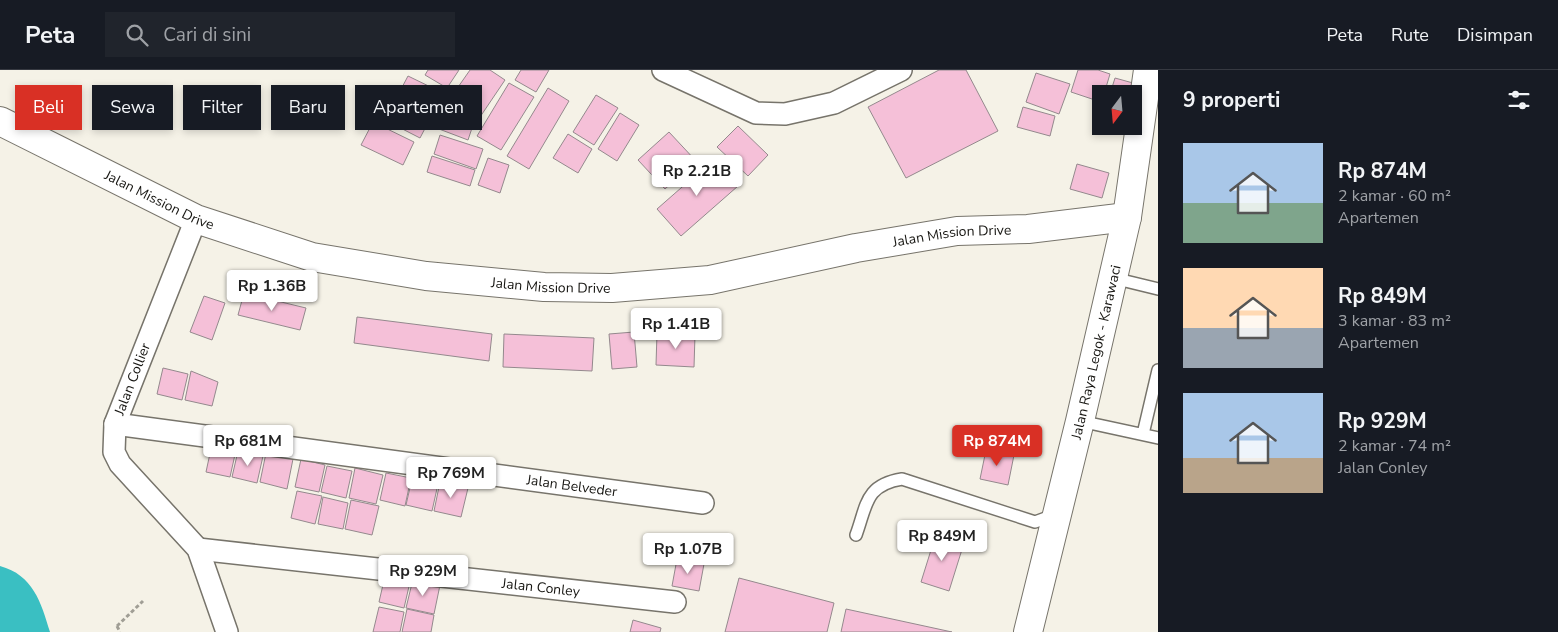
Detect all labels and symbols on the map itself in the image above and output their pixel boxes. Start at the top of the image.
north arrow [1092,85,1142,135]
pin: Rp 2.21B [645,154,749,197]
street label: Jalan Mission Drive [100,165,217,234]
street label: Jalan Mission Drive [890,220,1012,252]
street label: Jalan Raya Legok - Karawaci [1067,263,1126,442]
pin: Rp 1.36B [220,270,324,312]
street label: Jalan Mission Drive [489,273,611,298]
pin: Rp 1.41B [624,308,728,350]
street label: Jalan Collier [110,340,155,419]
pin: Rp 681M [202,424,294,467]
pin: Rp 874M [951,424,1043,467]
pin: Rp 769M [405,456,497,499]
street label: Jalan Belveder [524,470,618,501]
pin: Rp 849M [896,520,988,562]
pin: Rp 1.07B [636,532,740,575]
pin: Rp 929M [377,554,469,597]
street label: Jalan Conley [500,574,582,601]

━━━━━━━━━━

TASK
All of the material must be repeated exactly in the answer, apart from the pictures.

WRITTEN RESPONSE
Detect all labels and symbols on the map itself in the image above and output their pixel boxes. Start at the top of the image.
north arrow [1092,85,1142,135]
pin: Rp 2.21B [645,154,749,197]
street label: Jalan Mission Drive [100,165,217,234]
street label: Jalan Mission Drive [890,220,1012,252]
street label: Jalan Raya Legok - Karawaci [1067,263,1126,442]
pin: Rp 1.36B [220,270,324,312]
street label: Jalan Mission Drive [489,273,611,298]
pin: Rp 1.41B [624,308,728,350]
street label: Jalan Collier [110,340,155,419]
pin: Rp 681M [202,424,294,467]
pin: Rp 874M [951,424,1043,467]
pin: Rp 769M [405,456,497,499]
street label: Jalan Belveder [524,470,618,501]
pin: Rp 849M [896,520,988,562]
pin: Rp 1.07B [636,532,740,575]
pin: Rp 929M [377,554,469,597]
street label: Jalan Conley [500,574,582,601]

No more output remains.